----- Data supplied -----

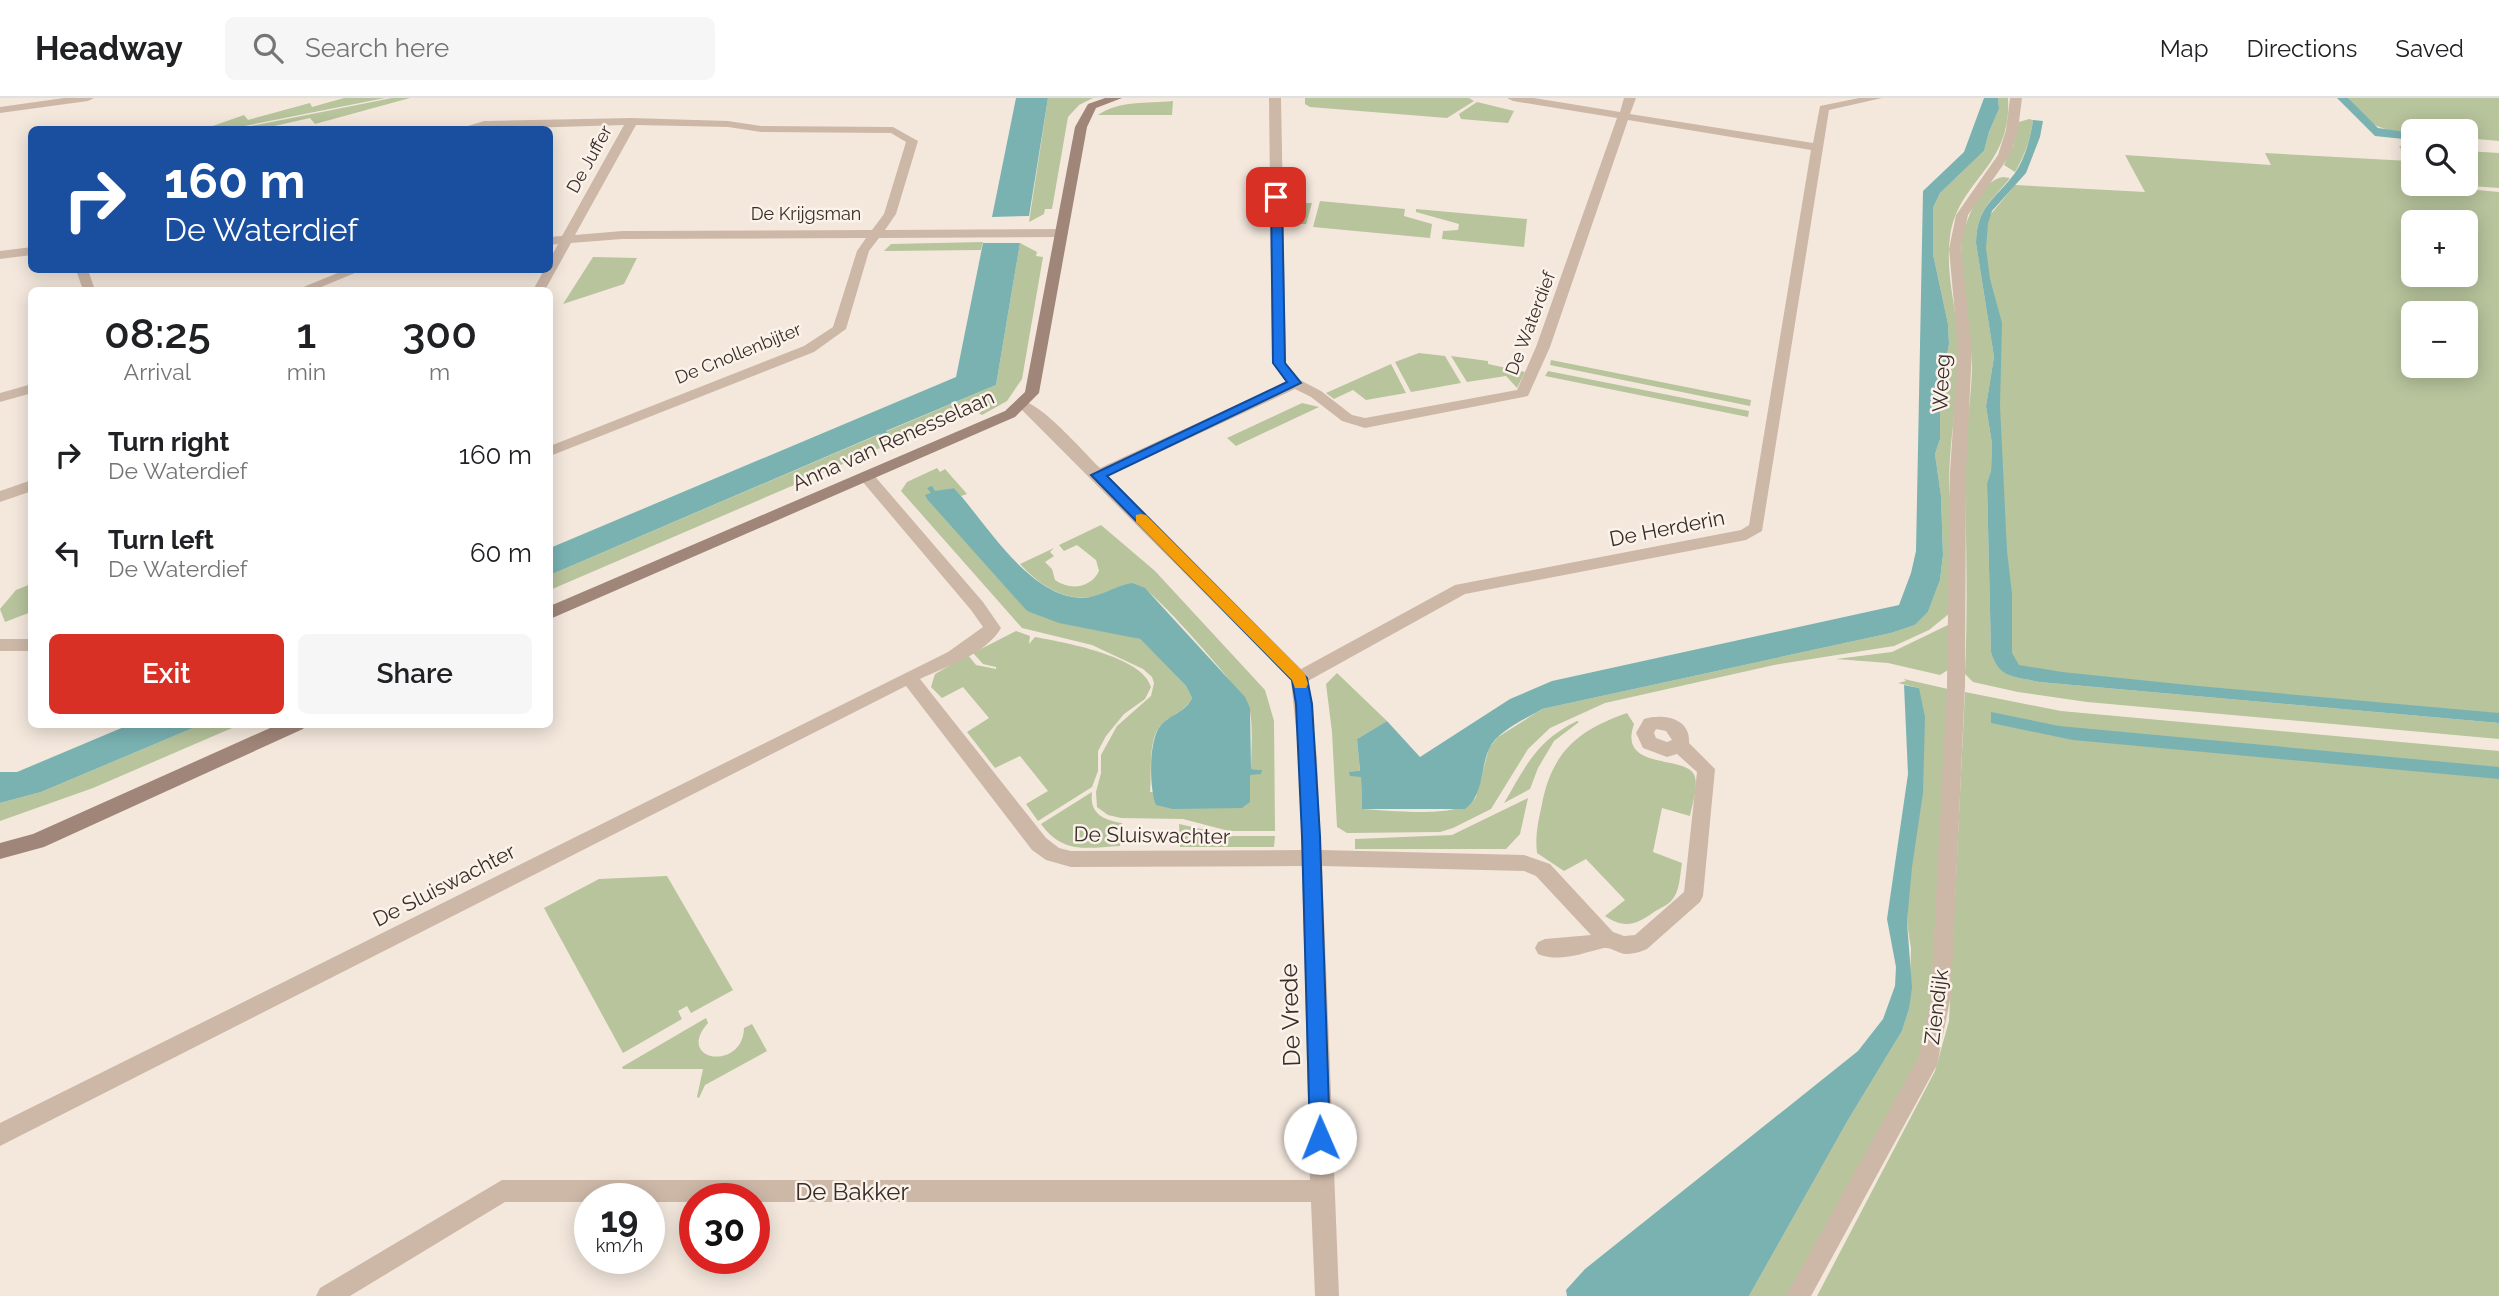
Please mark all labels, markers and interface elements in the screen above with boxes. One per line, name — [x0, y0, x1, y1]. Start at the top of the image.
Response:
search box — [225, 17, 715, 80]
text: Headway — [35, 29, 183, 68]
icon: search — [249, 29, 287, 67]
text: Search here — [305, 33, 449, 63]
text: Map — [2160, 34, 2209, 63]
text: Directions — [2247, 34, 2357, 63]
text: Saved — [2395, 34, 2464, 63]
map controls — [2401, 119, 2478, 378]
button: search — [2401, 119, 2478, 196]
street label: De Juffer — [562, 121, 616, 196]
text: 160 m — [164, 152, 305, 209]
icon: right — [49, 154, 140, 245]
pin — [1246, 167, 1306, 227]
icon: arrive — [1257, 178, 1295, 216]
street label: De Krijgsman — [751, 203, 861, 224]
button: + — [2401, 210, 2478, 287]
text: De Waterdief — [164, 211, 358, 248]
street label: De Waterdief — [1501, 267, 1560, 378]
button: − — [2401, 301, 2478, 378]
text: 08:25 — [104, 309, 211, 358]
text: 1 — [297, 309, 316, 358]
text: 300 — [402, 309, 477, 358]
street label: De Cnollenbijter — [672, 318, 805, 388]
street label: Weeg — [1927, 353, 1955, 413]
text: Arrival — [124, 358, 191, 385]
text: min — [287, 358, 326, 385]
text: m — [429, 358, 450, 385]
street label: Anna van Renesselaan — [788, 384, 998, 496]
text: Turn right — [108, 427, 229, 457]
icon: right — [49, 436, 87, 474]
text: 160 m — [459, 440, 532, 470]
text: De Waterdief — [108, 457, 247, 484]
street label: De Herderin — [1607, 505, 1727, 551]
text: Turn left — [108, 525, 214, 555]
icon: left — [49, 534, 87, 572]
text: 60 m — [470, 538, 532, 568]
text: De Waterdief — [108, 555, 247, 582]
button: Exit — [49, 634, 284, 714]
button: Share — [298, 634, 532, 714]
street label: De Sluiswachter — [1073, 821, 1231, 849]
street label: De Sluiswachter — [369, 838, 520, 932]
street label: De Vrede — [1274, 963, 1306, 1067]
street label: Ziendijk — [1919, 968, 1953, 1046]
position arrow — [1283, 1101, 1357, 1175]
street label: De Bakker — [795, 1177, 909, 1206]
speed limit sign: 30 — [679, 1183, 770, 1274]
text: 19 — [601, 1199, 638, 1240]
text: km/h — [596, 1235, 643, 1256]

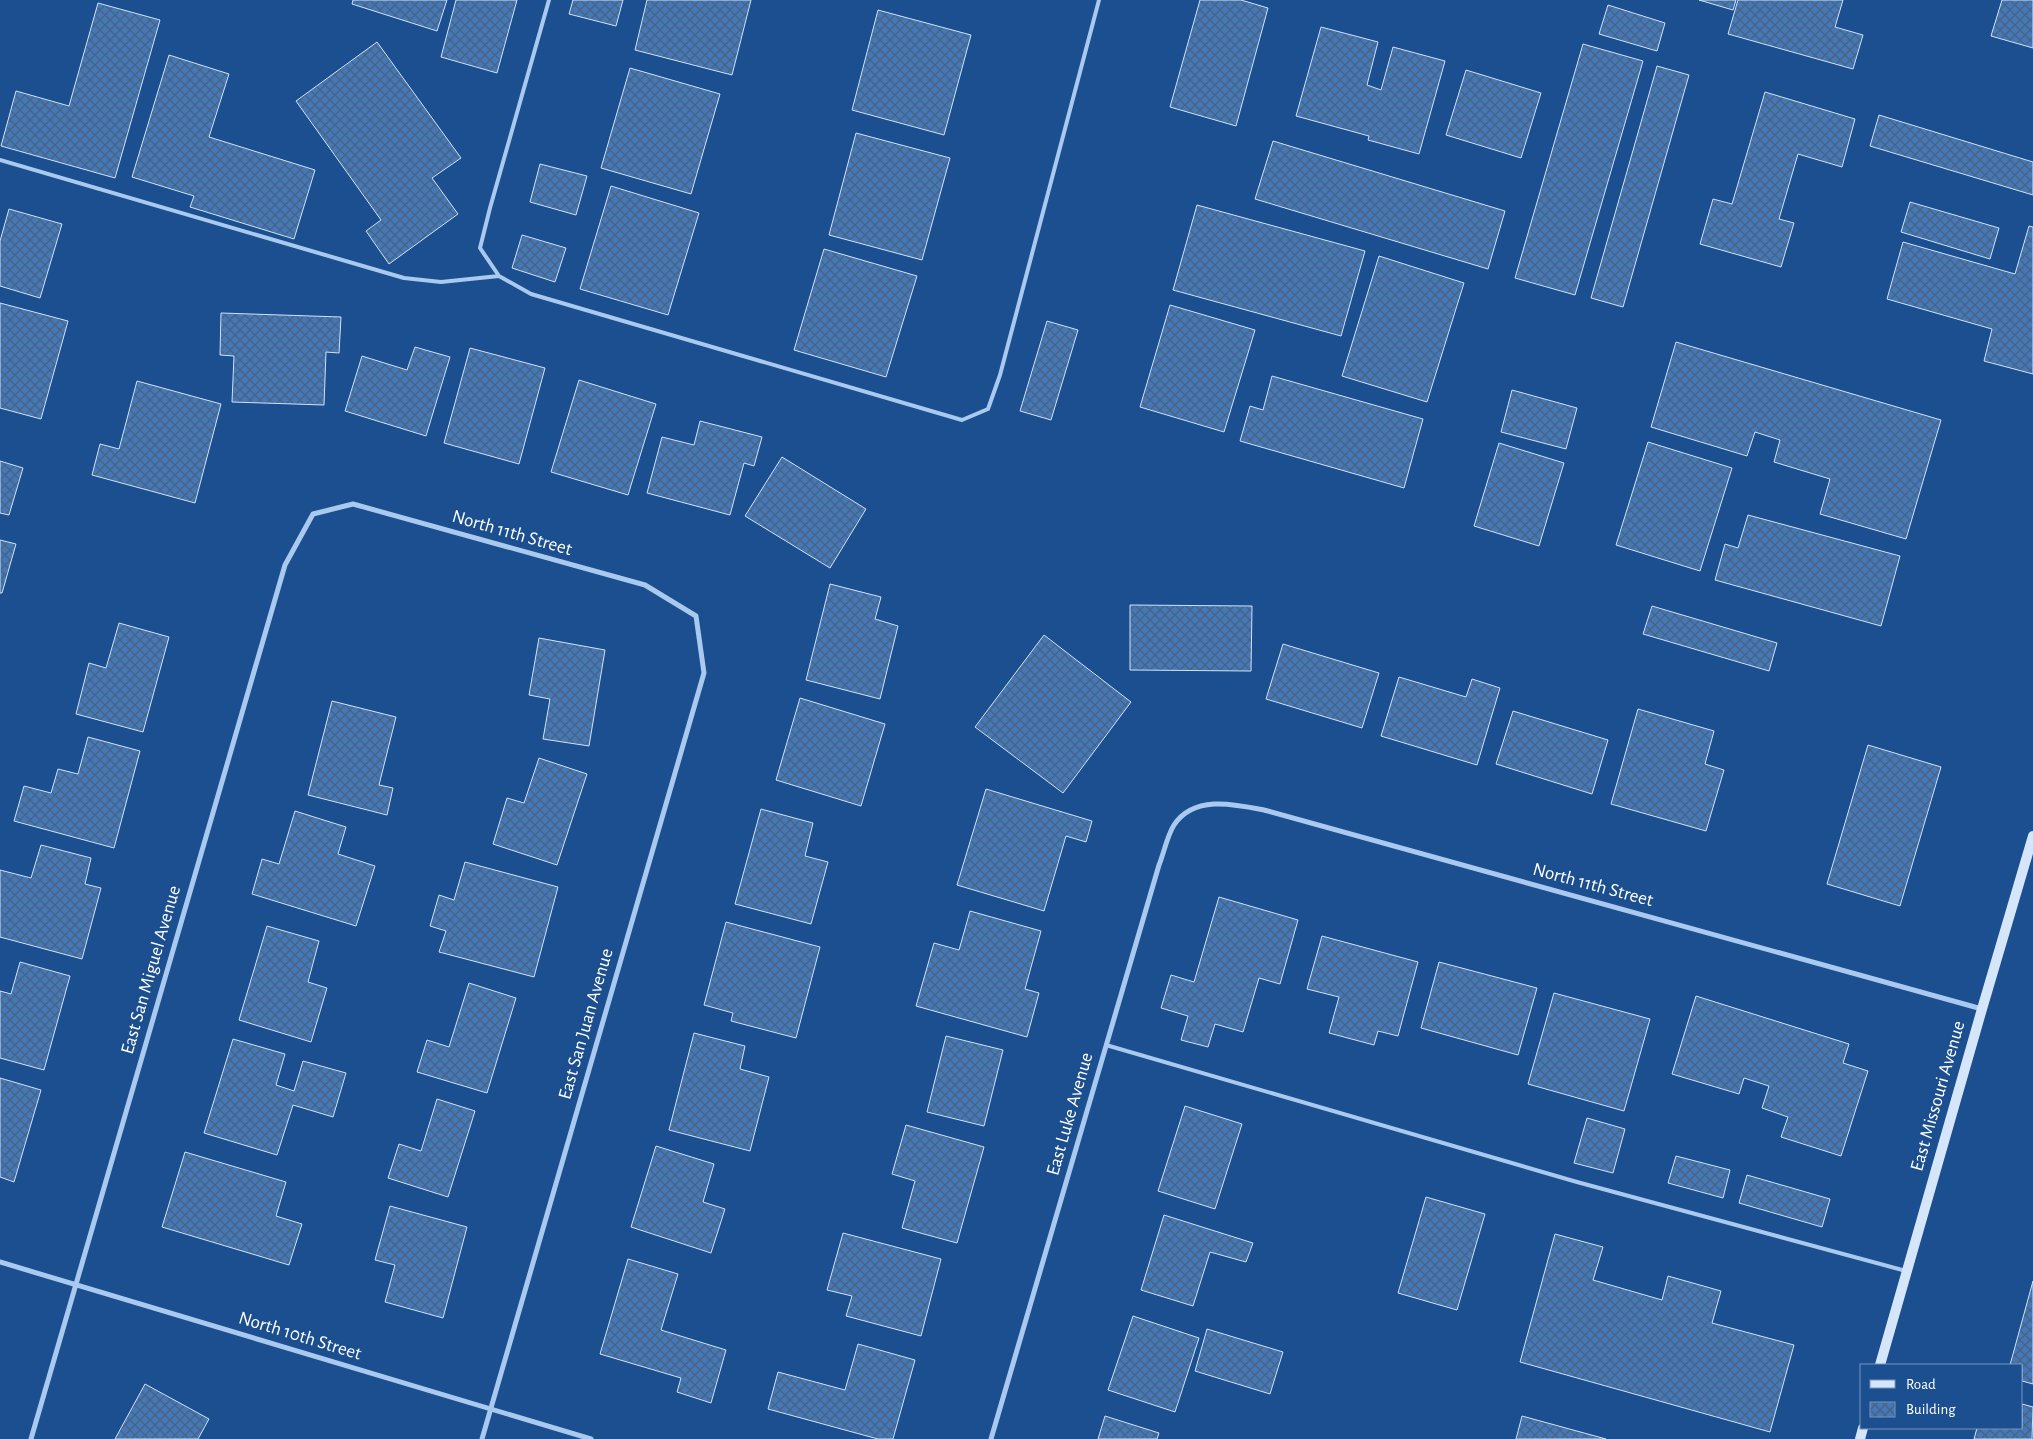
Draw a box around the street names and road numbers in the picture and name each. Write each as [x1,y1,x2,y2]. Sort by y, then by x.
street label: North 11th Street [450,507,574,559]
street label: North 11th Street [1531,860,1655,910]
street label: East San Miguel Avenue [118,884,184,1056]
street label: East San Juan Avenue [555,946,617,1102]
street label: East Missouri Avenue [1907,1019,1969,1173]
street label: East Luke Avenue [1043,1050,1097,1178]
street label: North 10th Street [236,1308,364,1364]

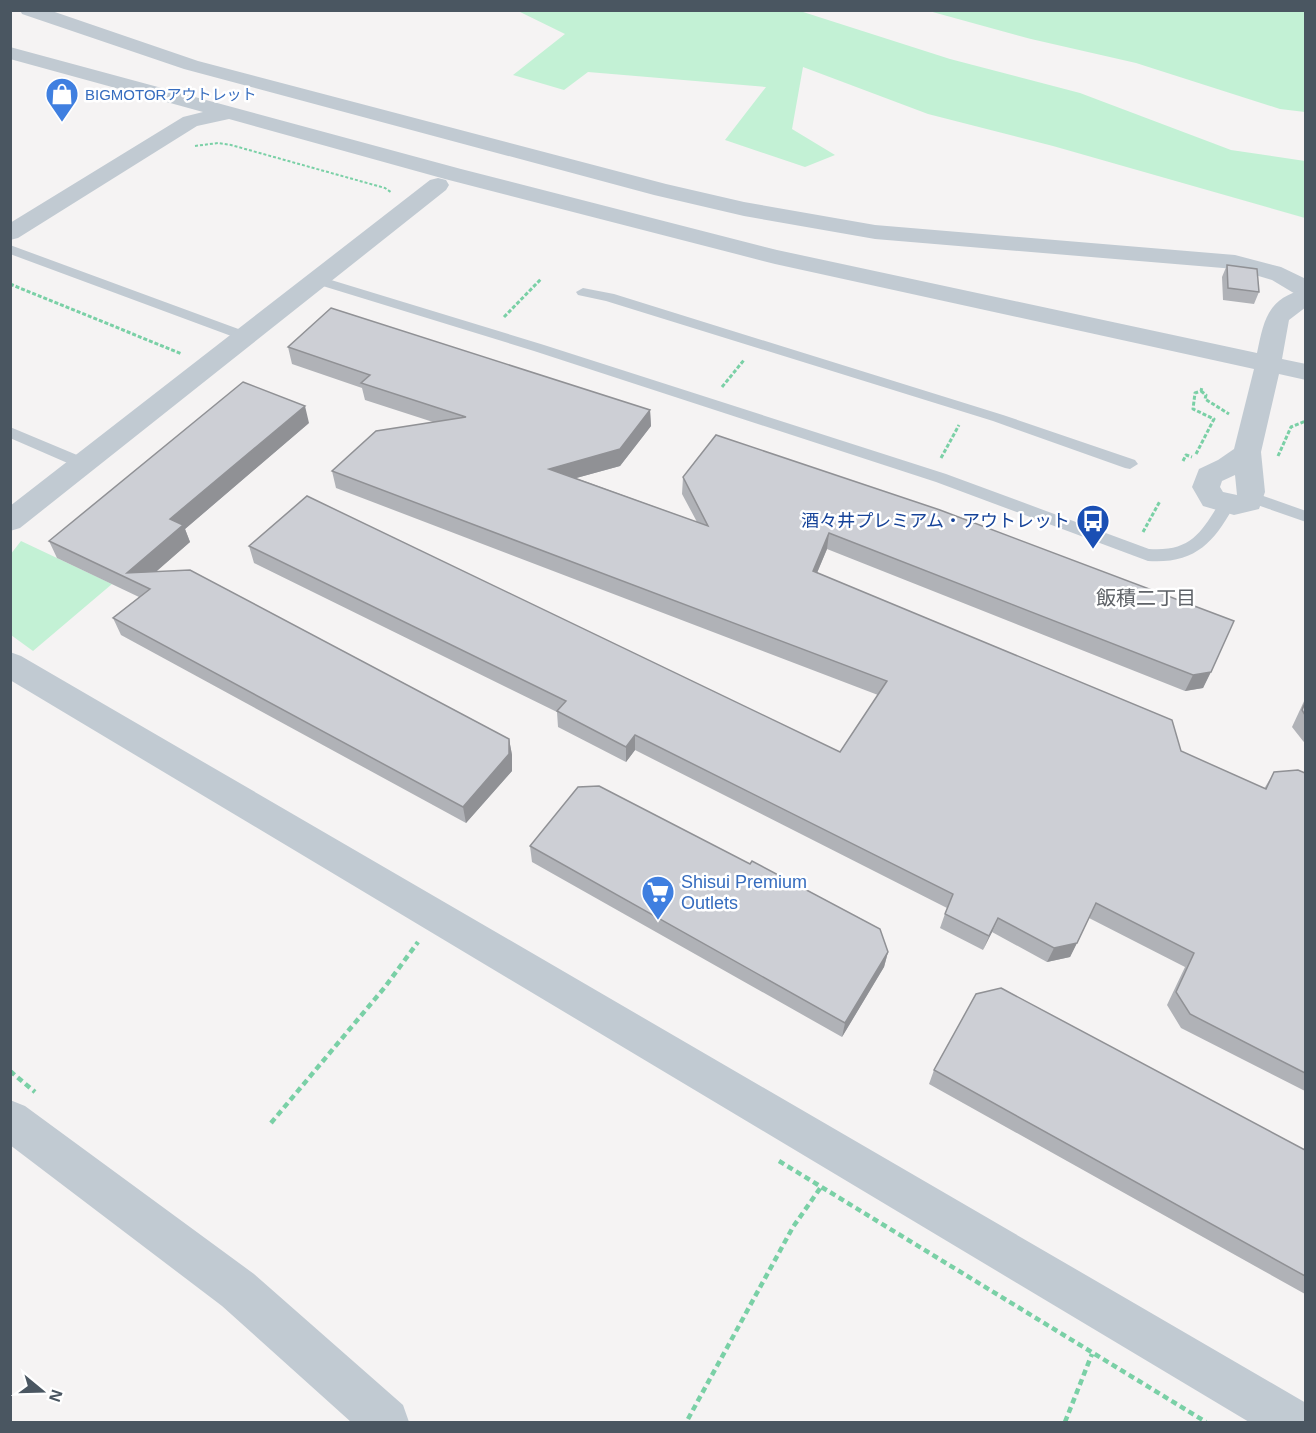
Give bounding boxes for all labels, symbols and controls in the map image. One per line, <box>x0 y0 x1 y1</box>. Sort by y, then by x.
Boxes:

-----

Instructions to follow:
Only the lines of the data holding the string "image" are wanted; copy each of them.

Result of the exercise:
Please mark all labels, markers and interface elements in the screen above with boxes. One per line, name — [x0, y0, x1, y1]. Start at the top of the image.
Give bounding boxes for all labels, symbols and controls in the map image. One per line, <box>x0 y0 x1 y1</box>. Sort by y, then by x.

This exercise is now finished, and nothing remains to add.